A vector or a matrix depending on the requested statistic.

Note

If data is of class BIFIEdata and no weights are specified, sample weights are extracted from the BIFIEdata object.

See Also

Some functions for weighted statistics: stats::weighted.mean, stats::cov.wt, {Hmisc::wtd.var}, TAM::weighted_quantile, ...

See micombine.cor for statistical inference of correlation coefficients.

Examples

#############################################################################
# EXAMPLE 1: Weighted statistics for a single dataset data.ma01
#############################################################################

data(data.ma01)
dat <- as.matrix(data.ma01[,-c(1:3)])

# weighted mean
ma.wtd.meanNA( dat, weights=data.ma01$studwgt )

# weighted SD
ma.wtd.sdNA( dat, weights=data.ma01$studwgt )

# weighted covariance for selected variables
ma.wtd.covNA( dat, weights=data.ma01$studwgt, vars=c("books","hisei") )

# weighted correlation
ma.wtd.corNA( dat, weights=data.ma01$studwgt )

## Not run: 
# weighted skewness
ma.wtd.skewnessNA( dat[,"books"], weights=data.ma01$studwgt )
# compare with result in TAM
TAM::weighted_skewness( x=dat[,"books"], w=data.ma01$studwgt )

# weighted kurtosis
ma.wtd.kurtosisNA( dat, weights=data.ma01$studwgt, vars=c("books","hisei") )
# compare with TAM
TAM::weighted_kurtosis( dat[,"books"], w=data.ma01$studwgt )
TAM::weighted_kurtosis( dat[,"hisei"], w=data.ma01$studwgt )

#############################################################################
# EXAMPLE 2: Weighted statistics multiply imputed dataset
#############################################################################

library(mitools)
data(data.ma05)
dat <- data.ma05

# do imputations
resp <- dat[, - c(1:2) ]
# object of class mids
imp <- mice::mice( resp, method="norm", maxit=3, m=5 )
# object of class datlist
datlist <- miceadds::mids2datlist( imp )
# object of class imputationList
implist <- mitools::imputationList(datlist)

# weighted means
ma.wtd.meanNA(datlist)
ma.wtd.meanNA(implist)
ma.wtd.meanNA(imp)

# weighted quantiles
ma.wtd.quantileNA( implist, weights=data.ma05$studwgt, vars=c("manote","Dscore"))

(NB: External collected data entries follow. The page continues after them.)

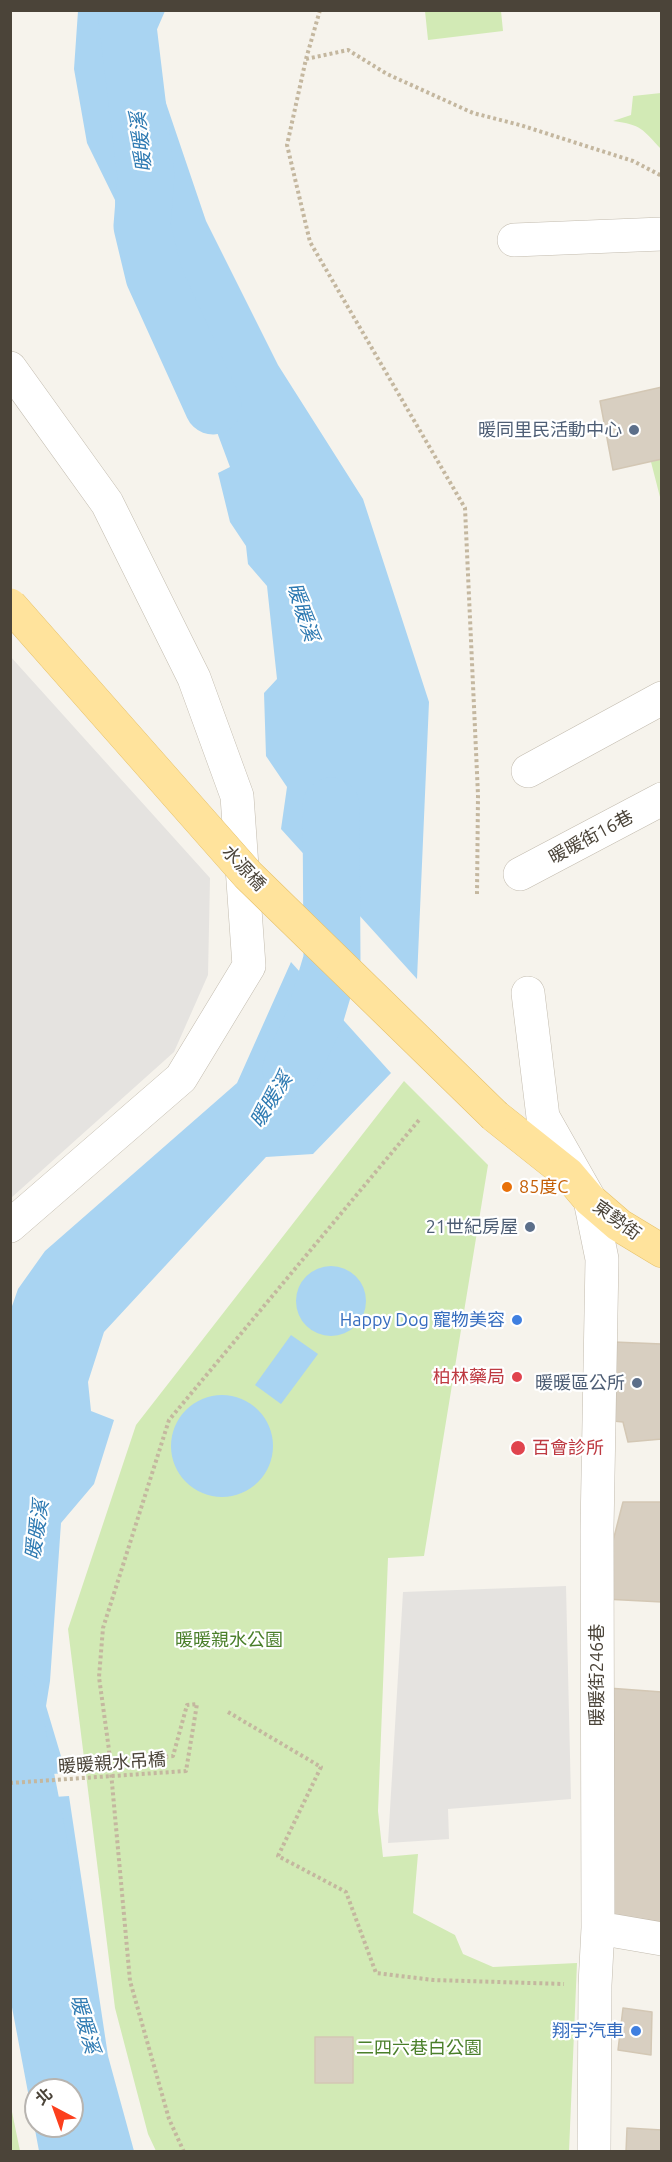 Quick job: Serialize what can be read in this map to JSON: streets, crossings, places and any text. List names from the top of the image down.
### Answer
{
  "streets": {
    "main road": ["水源橋", "東勢街"],
    "street": ["暖暖街16巷", "暖暖街246巷"],
    "path": ["暖暖親水吊橋"]
  },
  "crossings": [
    ["水源橋", "東勢街"],
    ["東勢街", "暖暖街246巷"]
  ],
  "water": ["暖暖溪"],
  "parks": ["暖暖親水公園", "二四六巷白公園"],
  "places": [
    "暖同里民活動中心",
    "85度C",
    "21世紀房屋",
    "Happy Dog 寵物美容",
    "柏林藥局",
    "暖暖區公所",
    "百會診所",
    "翔宇汽車"
  ],
  "north": "top left"
}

#############################################################################
# EXAMPLE 3: Weighted statistics nested multiply imputed dataset
#############################################################################

library(BIFIEsurvey)
data(data.timss2, package="BIFIEsurvey" )
datlist <- data.timss2   # list of 5 datasets containing 5 plausible values

#** define imputation method and predictor matrix
data <- datlist[[1]]
V <- ncol(data)
# variables
vars <- colnames(data)
# variables not used for imputation
vars_unused <- miceadds::scan.vec("IDSTUD TOTWGT  JKZONE  JKREP" )
#- define imputation method
impMethod <- rep("norm", V )
names(impMethod) <- vars
impMethod[ vars_unused ] <- ""
#- define predictor matrix
predM <- matrix( 1, V, V )
colnames(predM) <- rownames(predM) <- vars
diag(predM) <- 0
predM[, vars_unused ] <- 0

# object of class mids.nmi
imp1 <- miceadds::mice.nmi( datlist, method=impMethod, predictorMatrix=predM,
                m=4, maxit=3 )
# object of class nested.datlist
datlist <- miceadds::mids2datlist(imp1)
# object of class NestedImputationList
imp2 <- miceadds::NestedImputationList(datlist)

# weighted correlations
vars <- c("books","ASMMAT","likesc")
ma.wtd.corNA( datlist,  vars=vars )
ma.wtd.corNA( imp2,  vars=vars )
ma.wtd.corNA( imp1,  vars=vars )

#############################################################################
# EXAMPLE 4: Multiply imputed datasets in BIFIEdata format
#############################################################################

library(BIFIEsurvey)
data(data.timss1, package="BIFIEsurvey")
data(data.timssrep, package="BIFIEsurvey")

# create BIFIEdata object
bdat <- BIFIEsurvey::BIFIE.data( data.list=data.timss1, wgt=data.timss1[[1]]$TOTWGT,
            wgtrep=data.timssrep[, -1 ] )
summary(bdat)
# create BIFIEdata object in a compact way
bdat2 <- BIFIEsurvey::BIFIE.data( data.list=data.timss1, wgt=data.timss1[[1]]$TOTWGT,
            wgtrep=data.timssrep[, -1 ], cdata=TRUE)
summary(bdat2)

# compute skewness
ma.wtd.skewnessNA( bdat, vars=c("ASMMAT", "books" ) )
ma.wtd.skewnessNA( bdat2, vars=c("ASMMAT", "books" ) )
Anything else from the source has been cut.